The Biden administration recently initiated a trade investigation under Section 301 regarding “legacy” semiconductors produced in China. This inquiry threatens to impose additional U.S. tariffs on chips critical to various everyday products, including automobiles, washing machines, and telecommunications equipment. The probe comes just weeks before President-elect Trump assumes office, with the expectation that it will be passed along to his administration for completion. The new scrutiny may allow Trump to implement the substantial tariffs he proposed earlier, potentially reaching 60% on some Chinese imports. The Biden administration’s prior measures had already established a 50% tariff on Chinese semiconductors effective January 1, further tightening export restrictions on advanced technology components.
The U.S. Trade Representative’s office spearheading the investigation aims to protect domestic chip manufacturers from what officials describe as China’s aggressive state-driven approach to dominating the global semiconductor market. The Trade Representative, Katherine Tai, highlighted evidence of a concentrated effort by Beijing to undermine market-oriented competition by flooding the market with heavily subsidized chips. This competitive edge allows Chinese firms to underprice their counterparts, somewhat echoing previous practices China exhibited in sectors like steel, aluminum, solar energy, and more recently electric vehicles.
Legacy semiconductors, which this investigation targets, utilize older manufacturing processes and are used in a myriad of essential consumer products. Notably, these chips do not include advanced models designed for artificial intelligence applications or complex microprocessors. Public engagement in the investigation is set to begin with comments accepted starting January 6, with a public hearing scheduled for March 11-12. This timeline raises questions about the confirmation of Trump’s proposed USTR leader, Jamieson Greer, which could take place before the probe officially begins.
Tracing its origins back to tariffs imposed by Trump on approximately $370 billion of Chinese goods during 2018-2019, the investigation taps into previous tensions that sparked a nearly three-year trade war between the two nations. If the new administration under Trump follows through with the probe, findings must be released within a year of its initiation. Additionally, the investigation will further scrutinize the impact of Chinese legacy chip imports on downstream goods in key industries like defense, automotive, and medical equipment. It also specifically targets China’s silicon carbide production linked to semiconductor manufacturing.

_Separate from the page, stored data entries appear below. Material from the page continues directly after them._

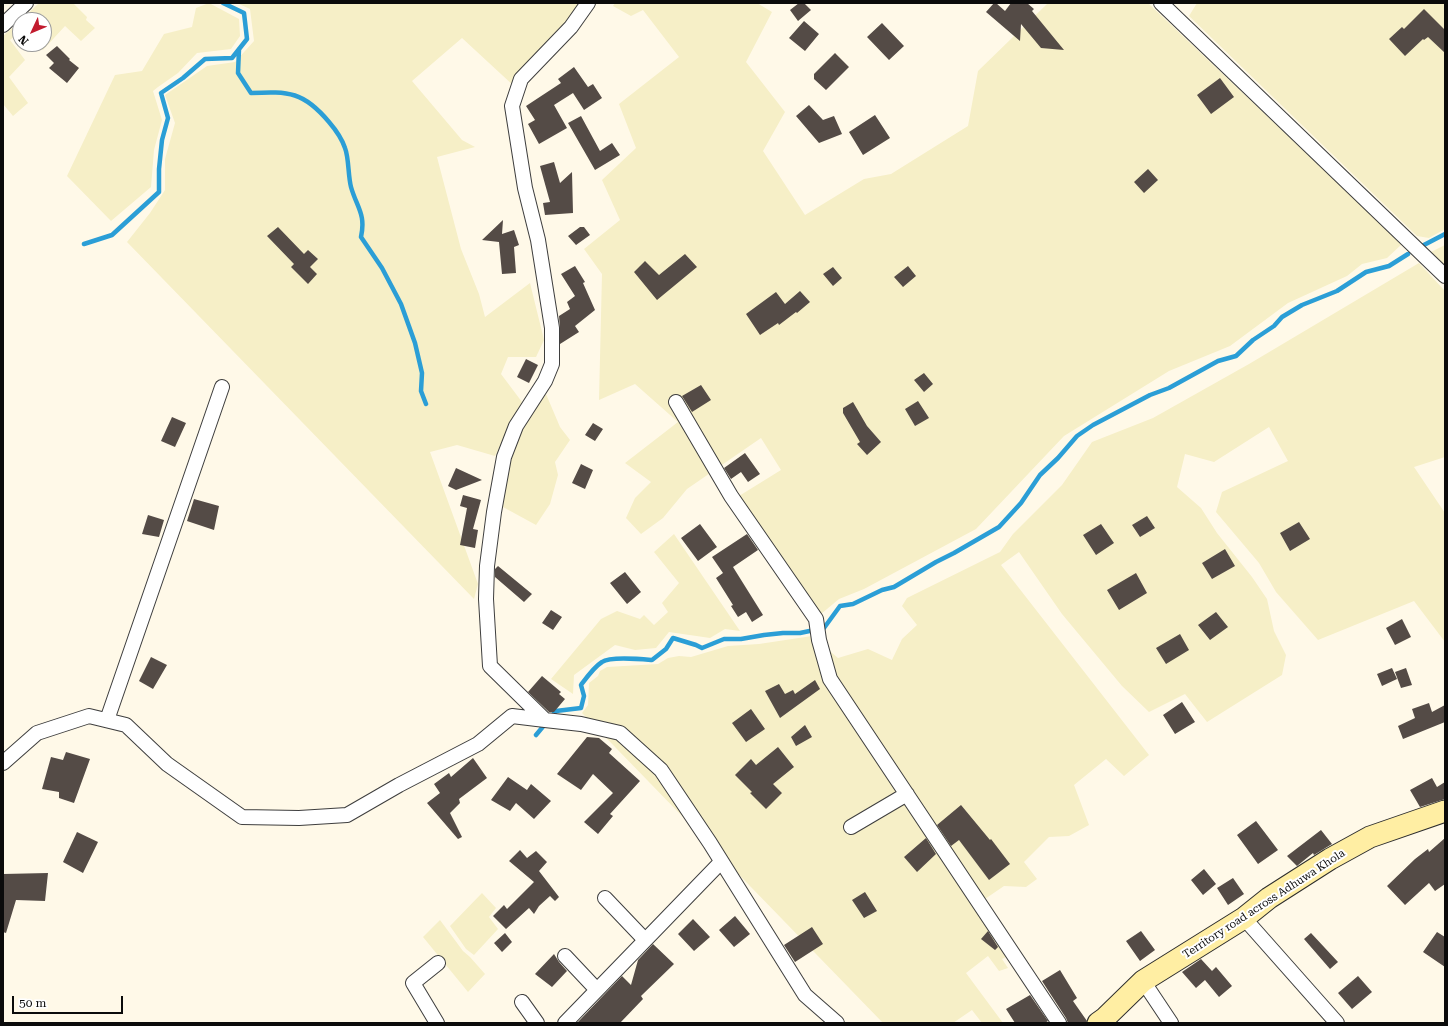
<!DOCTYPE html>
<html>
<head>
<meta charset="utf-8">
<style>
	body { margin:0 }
	#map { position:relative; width:1448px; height:1026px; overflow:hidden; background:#fff9e8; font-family:"Roboto Serif",serif }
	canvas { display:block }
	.frame { position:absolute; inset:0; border:4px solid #0b0b0b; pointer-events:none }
	.north { position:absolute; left:12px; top:12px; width:40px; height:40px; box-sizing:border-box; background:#fff; border:1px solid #9d9d9d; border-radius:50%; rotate:226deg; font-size:11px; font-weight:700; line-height:16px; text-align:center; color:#0b0b0b }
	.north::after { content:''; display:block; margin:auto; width:14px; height:18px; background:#c21b2e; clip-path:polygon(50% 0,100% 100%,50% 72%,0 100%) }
	.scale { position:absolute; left:12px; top:996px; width:111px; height:18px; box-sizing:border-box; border:2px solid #0b0b0b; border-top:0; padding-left:5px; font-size:12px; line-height:14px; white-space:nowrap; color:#0b0b0b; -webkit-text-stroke:3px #fff; paint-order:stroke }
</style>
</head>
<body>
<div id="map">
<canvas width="1448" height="1026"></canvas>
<div class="frame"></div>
<div class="north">N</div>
<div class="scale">50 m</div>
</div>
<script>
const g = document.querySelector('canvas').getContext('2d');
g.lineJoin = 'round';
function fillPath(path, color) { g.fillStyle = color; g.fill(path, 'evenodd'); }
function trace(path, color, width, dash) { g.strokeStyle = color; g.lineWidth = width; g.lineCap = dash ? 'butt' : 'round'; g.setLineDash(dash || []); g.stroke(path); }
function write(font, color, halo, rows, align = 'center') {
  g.font = font + ' "Roboto Serif",serif'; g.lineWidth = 4; g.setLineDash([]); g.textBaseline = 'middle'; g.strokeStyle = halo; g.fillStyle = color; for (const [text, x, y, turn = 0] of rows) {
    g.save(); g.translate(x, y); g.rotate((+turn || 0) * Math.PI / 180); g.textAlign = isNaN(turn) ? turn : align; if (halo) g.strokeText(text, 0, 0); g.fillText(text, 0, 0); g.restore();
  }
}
const farmland = new Path2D(`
	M 39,3 L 73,3 L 87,17 L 86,20 L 95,28 L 81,41 L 65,26 L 43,50 L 36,44 L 44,44 L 44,20 L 21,20 Z
	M 209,3 L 239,19 L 240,36 L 231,49 L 197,53 L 178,73 L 158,87 L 153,91 L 162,120 L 154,150 L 151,187 L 111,221 L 67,176 L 115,75 L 142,71 L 164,34 L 192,27 L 196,8 Z
	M 237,3 L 590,3 L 515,87 L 462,38 L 412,81 L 462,140 L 475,147 L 437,157 L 461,249 L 479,294 L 485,317 L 530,283 L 544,340 L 536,357 L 508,357 L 501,374 L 522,402 L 495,456 L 457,445 L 430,452 L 478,584 L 474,599 L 127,242 L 150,213 L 165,190 L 165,159 L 175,123 L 165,95 L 207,66 L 235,62 L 254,41 L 250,9 Z
	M 615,3 L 757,3 L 772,12 L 746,62 L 785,112 L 763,151 L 805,215 L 864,179 L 891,174 L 968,126 L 978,71 L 1047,4 L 1046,3 L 1148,3 L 1402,244 L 1387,258 L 1362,264 L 1347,276 L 1288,303 L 1230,346 L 1169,371 L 1064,436 L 976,529 L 864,589 L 839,599 L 821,614 L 739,496 L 781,470 L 761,438 L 687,489 L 663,518 L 641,534 L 626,518 L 635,498 L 651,482 L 625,463 L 678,422 L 635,384 L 599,400 L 602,274 L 584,249 L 620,220 L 602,180 L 636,148 L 619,104 L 679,57 L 643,10 L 631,16 L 613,6 Z
	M 1197,3 L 1445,3 L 1445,229 L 1429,238 L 1417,236 L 1189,16 Z
	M 20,21 L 20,32 L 10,40 L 25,60 L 9,77 L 28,103 L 13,116 L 3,104 L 3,36 Z
	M 1445,245 L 1445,270 L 1429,253 Z
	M 1419,263 L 1445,291 L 1445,457 L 1414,467 L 1445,513 L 1445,642 L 1414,601 L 1318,640 L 1276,592 L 1259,563 L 1216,512 L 1222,492 L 1288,461 L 1269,427 L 1214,462 L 1185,454 L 1177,487 L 1201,508 L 1217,533 L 1252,577 L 1267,599 L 1274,631 L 1286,655 L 1282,675 L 1207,722 L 1185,694 L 1149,712 L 1122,686 L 1062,614 L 1019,552 L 1001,565 L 1149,755 L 1124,776 L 1106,759 L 1074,785 L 1089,825 L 1069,836 L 1049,837 L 1024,862 L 1037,879 L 1026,887 L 1004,886 L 985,899 L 992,912 L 1020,950 L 1002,959 L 1008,968 L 999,971 L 988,956 L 966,973 L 1003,1023 L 982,1023 L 972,1010 L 953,1023 L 883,1023 L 582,713 L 588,705 L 589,683 L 598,676 L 600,671 L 607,667 L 658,664 L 668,658 L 679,656 L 691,657 L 728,646 L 759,644 L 812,636 L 838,658 L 868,649 L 892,660 L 902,639 L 917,625 L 902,606 L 907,598 L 1000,552 L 1013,534 L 1062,485 L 1092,442 L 1153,418 L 1249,364 Z
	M 546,394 L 560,427 L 570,440 L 555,462 L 558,475 L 550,504 L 536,525 L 503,507 L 508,467 L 523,427 Z
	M 674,534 L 740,631 L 725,629 L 710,638 L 669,632 L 656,648 L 635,650 L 615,645 L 574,675 L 573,694 L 551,679 L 601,619 L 617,611 L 640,619 L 644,615 L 654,625 L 668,612 L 662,603 L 679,583 L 654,552 Z
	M 482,893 L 496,908 L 489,917 L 498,929 L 474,955 L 466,949 L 450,926 Z
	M 440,920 L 463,951 L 470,957 L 485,974 L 468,992 L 423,937 Z`);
const stream = new Path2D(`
	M 239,49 L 238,73 L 251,93 C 289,91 304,92 329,122 C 335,129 342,139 345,148 C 349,158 348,176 351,187 C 357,208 366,214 361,237 L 382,268 L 401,304 L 415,343 L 422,373 L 421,391 L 426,404
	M 84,244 L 112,235 L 159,192 L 159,169 L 162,140 L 168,118 L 161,93 L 183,78 L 205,59 L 232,58 L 247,39 L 244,13 L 223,3
	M 1422,246 L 1445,234
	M 536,735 L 556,711 L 581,708 L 584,696 L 581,685 C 587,677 594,667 602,662 C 610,656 641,659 652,660 L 666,649 L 673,638 L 696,645 L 702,648 L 724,639 L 741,639 L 764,635 L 783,633 L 800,633 L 824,628 L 840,606 L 853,604 L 882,590 L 894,587 L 936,562 L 954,553 L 999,527 L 1021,503 L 1040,475 L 1058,458 L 1077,436 L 1093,425 L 1150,395 L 1169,388 L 1218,361 L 1236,356 L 1253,340 L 1274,326 L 1282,317 L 1302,305 L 1337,291 L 1366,272 L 1389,266 L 1408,254`);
const building = new Path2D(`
	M 799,3 L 804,3 L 811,10 L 798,21 L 790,10 Z
	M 994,3 L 996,3 L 1005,11 L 1011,3 L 1027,3 L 1034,9 L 1032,11 L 1064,50 L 1041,48 L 1021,24 L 1020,41 L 986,12 Z
	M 1424,9 L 1445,30 L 1445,53 L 1428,37 L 1424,40 L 1423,39 L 1405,56 L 1389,39 L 1402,27 L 1404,29 Z
	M 804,21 L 819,34 L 805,51 L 789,38 Z
	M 882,23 L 904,46 L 889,60 L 867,37 Z
	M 57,46 L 70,59 L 69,60 L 79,68 L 67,83 L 49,68 L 54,63 L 46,55 Z
	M 835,53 L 849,67 L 826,90 L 814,79 L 814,74 Z
	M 574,67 L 588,87 L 593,84 L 602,98 L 584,110 L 573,93 L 554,105 L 567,128 L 539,144 L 528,124 L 535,120 L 526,106 L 561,83 L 558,79 Z
	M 1220,78 L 1234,97 L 1211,114 L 1197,95 Z
	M 809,105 L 823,120 L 834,116 L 842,134 L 819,143 L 796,116 Z
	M 875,115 L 890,138 L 863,155 L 849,132 Z
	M 581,116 L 600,151 L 612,143 L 620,155 L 595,170 L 568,123 Z
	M 554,162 L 560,183 L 572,172 L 573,213 L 545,215 L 543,203 L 550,202 L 540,166 Z
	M 1148,169 L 1158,180 L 1144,193 L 1134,182 Z
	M 503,220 L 502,234 L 514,230 L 519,245 L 514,247 L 516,273 L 502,274 L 499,242 L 482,240 Z
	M 278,227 L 304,254 L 308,250 L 318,259 L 310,267 L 317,274 L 308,284 L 291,267 L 294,264 L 267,236 Z
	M 580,227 L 584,227 L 590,235 L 576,245 L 568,236 Z
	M 685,254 L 697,267 L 657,300 L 634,272 L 645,261 L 659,275 Z
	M 575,266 L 585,282 L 583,283 L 595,310 L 575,326 L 579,332 L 560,344 L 560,328 L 559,316 L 570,309 L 567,302 L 575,296 L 561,274 Z
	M 908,266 L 916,276 L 903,287 L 894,277 Z
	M 833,267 L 842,278 L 833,286 L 823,274 Z
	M 800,291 L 810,302 L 797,313 L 796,312 L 779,325 L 778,323 L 760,335 L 746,314 L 776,292 L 785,304 Z
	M 526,359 L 538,365 L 529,383 L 517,377 Z
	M 924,373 L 933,384 L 924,392 L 914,380 Z
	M 701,385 L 711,400 L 692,412 L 682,396 Z
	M 918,401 L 929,418 L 915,426 L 905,409 Z
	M 853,402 L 867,426 L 881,442 L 867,455 L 857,444 L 860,442 L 843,413 L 843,408 Z
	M 172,417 L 186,423 L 175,447 L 161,441 Z
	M 593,423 L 603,429 L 595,441 L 585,435 Z
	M 745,453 L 760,474 L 748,482 L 741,472 L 731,479 L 724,468 Z
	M 581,464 L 593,470 L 585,489 L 572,483 Z
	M 456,468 L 482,480 L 456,490 L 448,486 Z
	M 463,495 L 481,500 L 473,529 L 478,530 L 475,548 L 460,545 L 467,508 L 460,506 Z
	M 194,499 L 219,506 L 214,530 L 187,521 Z
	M 148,515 L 164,520 L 159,537 L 142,534 Z
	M 1147,516 L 1155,528 L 1140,537 L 1132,525 Z
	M 1299,522 L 1310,539 L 1290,551 L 1280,533 Z
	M 700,524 L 717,547 L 698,561 L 681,538 Z
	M 1101,524 L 1114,543 L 1096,555 L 1083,535 Z
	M 747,534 L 758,550 L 733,567 L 763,615 L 752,622 L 746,612 L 738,617 L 731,606 L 733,605 L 716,578 L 723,573 L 712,557 Z
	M 1225,549 L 1235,566 L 1212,579 L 1202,563 Z
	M 498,566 L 532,594 L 524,602 L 495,577 L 495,569 Z
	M 625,572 L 641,592 L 627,604 L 610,583 Z
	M 1136,573 L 1147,593 L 1119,610 L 1107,590 Z
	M 551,610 L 562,617 L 553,630 L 542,623 Z
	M 1216,612 L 1228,627 L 1210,640 L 1198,625 Z
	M 1402,619 L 1411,637 L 1395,645 L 1386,628 Z
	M 1180,634 L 1189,650 L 1166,664 L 1156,648 Z
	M 151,657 L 167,665 L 153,689 L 139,681 Z
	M 1392,668 L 1397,679 L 1382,686 L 1377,674 Z
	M 1406,668 L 1412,685 L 1401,688 L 1395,672 Z
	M 542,676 L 561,692 L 559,694 L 565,699 L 554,712 L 549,712 L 528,692 Z
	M 815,680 L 820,689 L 780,718 L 765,691 L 779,684 L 785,694 L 793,690 L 795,694 Z
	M 1182,702 L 1195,722 L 1175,734 L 1163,715 Z
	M 1429,703 L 1432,712 L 1445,705 L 1445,722 L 1403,739 L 1398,726 L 1415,718 L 1412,709 Z
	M 751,709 L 765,729 L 746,742 L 732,723 Z
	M 805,725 L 812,737 L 796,746 L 791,737 Z
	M 587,737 L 599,738 L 612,749 L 609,753 L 640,781 L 610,814 L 613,816 L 598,834 L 584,822 L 613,793 L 593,774 L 581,790 L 557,774 Z
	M 778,747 L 794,767 L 773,784 L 782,793 L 766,809 L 750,793 L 752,792 L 735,775 L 751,759 L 756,765 Z
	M 66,752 L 90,759 L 74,803 L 59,798 L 59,792 L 42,789 L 51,757 L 63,760 Z
	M 473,758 L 487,778 L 459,799 L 460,803 L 450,813 L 462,837 L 458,839 L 427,803 L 440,793 L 434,784 L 449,773 L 451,777 Z
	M 508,777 L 527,790 L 531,784 L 551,801 L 534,819 L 516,803 L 510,811 L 491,800 Z
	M 1432,778 L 1437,787 L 1445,782 L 1445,799 L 1420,807 L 1410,790 Z
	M 961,805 L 990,840 L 991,839 L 1010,864 L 989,880 L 959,840 L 951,846 L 937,825 Z
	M 1256,821 L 1278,850 L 1258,864 L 1237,835 Z
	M 1321,830 L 1332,844 L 1314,855 L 1313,853 L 1297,866 L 1287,856 Z
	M 77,832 L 98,842 L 83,873 L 63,862 Z
	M 926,838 L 936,854 L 917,872 L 904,857 Z
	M 1445,838 L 1445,884 L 1435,891 L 1429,883 L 1405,905 L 1387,886 L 1415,859 L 1428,849 L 1429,852 Z
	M 520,850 L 527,858 L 536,851 L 547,862 L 539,871 L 559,897 L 555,901 L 550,896 L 539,906 L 534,914 L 529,908 L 506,929 L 493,916 L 504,905 L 507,909 L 534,882 L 509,861 Z
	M 1204,869 L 1216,884 L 1203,895 L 1191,880 Z
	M 48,873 L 45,901 L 16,900 L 6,933 L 3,932 L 3,874 Z
	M 1233,878 L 1244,894 L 1228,905 L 1217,888 Z
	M 865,892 L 877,911 L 864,918 L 852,900 Z
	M 735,916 L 750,934 L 734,947 L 719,930 Z
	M 693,919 L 710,937 L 694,951 L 678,934 Z
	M 812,927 L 823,944 L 795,962 L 784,945 Z
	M 988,931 L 998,947 L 995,950 L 981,939 Z
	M 1141,931 L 1155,950 L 1140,961 L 1126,941 Z
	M 1437,932 L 1445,937 L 1445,967 L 1423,952 Z
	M 505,933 L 512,942 L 502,952 L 494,943 Z
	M 1311,933 L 1338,962 L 1330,969 L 1304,939 Z
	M 653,944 L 674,964 L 641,996 L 643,999 L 620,1023 L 577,1023 L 622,976 L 631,985 L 638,960 Z
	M 554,954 L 559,962 L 567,971 L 552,987 L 535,974 Z
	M 1201,959 L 1212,971 L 1216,967 L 1232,986 L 1219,997 L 1205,980 L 1196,988 L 1182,972 Z
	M 1060,970 L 1077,998 L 1073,1001 L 1087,1021 L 1086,1023 L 1068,1023 L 1066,1018 L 1042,981 Z
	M 1358,976 L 1372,992 L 1352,1009 L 1338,993 Z
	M 1030,995 L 1048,1021 L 1045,1023 L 1015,1023 L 1006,1009 Z`);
const street = new Path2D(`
	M 588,3 L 571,27 L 521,79 L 512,106 L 525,188 L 538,240 L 552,328 L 552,364 L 545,381 L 516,426 L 504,457 L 494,512 L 487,566 L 486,599 L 490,666 L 545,720 L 581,724 L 620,733 L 661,770 L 710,843 L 805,995 L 837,1023
	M 1161,3 L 1445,276
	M 3,25 L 26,3
	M 676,402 L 731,496 L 816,619 L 819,640 L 830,679 L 1059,1023
	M 107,720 L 222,387
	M 3,763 L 37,733 L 89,716 L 126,725 L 167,764 L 242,817 L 299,818 L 347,815 L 399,785 L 478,744 L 512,716 L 545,720
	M 851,827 L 907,794
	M 605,898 L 645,940
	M 1244,918 L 1337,1023
	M 565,956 L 597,990
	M 1143,981 L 1171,1023
	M 522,1002 L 537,1023
	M 437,1023 L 413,983 L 438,963
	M 565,1023 L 721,862`);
const secondary = new Path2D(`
	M 1098,1023 L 1105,1018 L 1143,981 L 1244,918 L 1269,898 L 1330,859 L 1370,837 L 1445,811`);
const streetNames = [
	["Territory road across Adhuwa Khola",1264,904,-33]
];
fillPath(farmland, '#f6efc7');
trace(stream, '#2b9ed6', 4.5);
fillPath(building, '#544b46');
trace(street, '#3e3e3e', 16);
trace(secondary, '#2d2d2d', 23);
trace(street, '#fff', 14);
trace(secondary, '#ffeea3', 21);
write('11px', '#0b0b0b', '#fff', streetNames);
</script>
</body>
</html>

Commerce Secretary Gina Raimondo revealed troubling statistics indicating that nearly two-thirds of U.S. products incorporating semiconductors contain Chinese legacy chips, with half of U.S. businesses unaware of their chips’ origins. This lack of clarity is particularly concerning in sensitive sectors like defense. Amid ongoing disruptions in semiconductor supplies resulting from the COVID-19 pandemic, which adversely affected the production of various critical goods, the U.S. has taken drastic steps to bolster its own semiconductor industry with over $52 billion designated for research, production, and workforce development.
Despite stark partisan differences in many areas, ongoing trade relations with China have been a notable point of continuity between the Biden and Trump administrations. Biden has retained the existing tariffs imposed during Trump’s presidency while further escalating trade conflicts through additional restrictions, including higher tariffs on Chinese-made electric vehicles. As both administrations grapple with the implications of China’s growing semiconductor capacity, these trade measures represent a concerted effort to secure U.S. interests in critical technologies. The dynamics of this trade relationship remain pivotal to the U.S. economic landscape.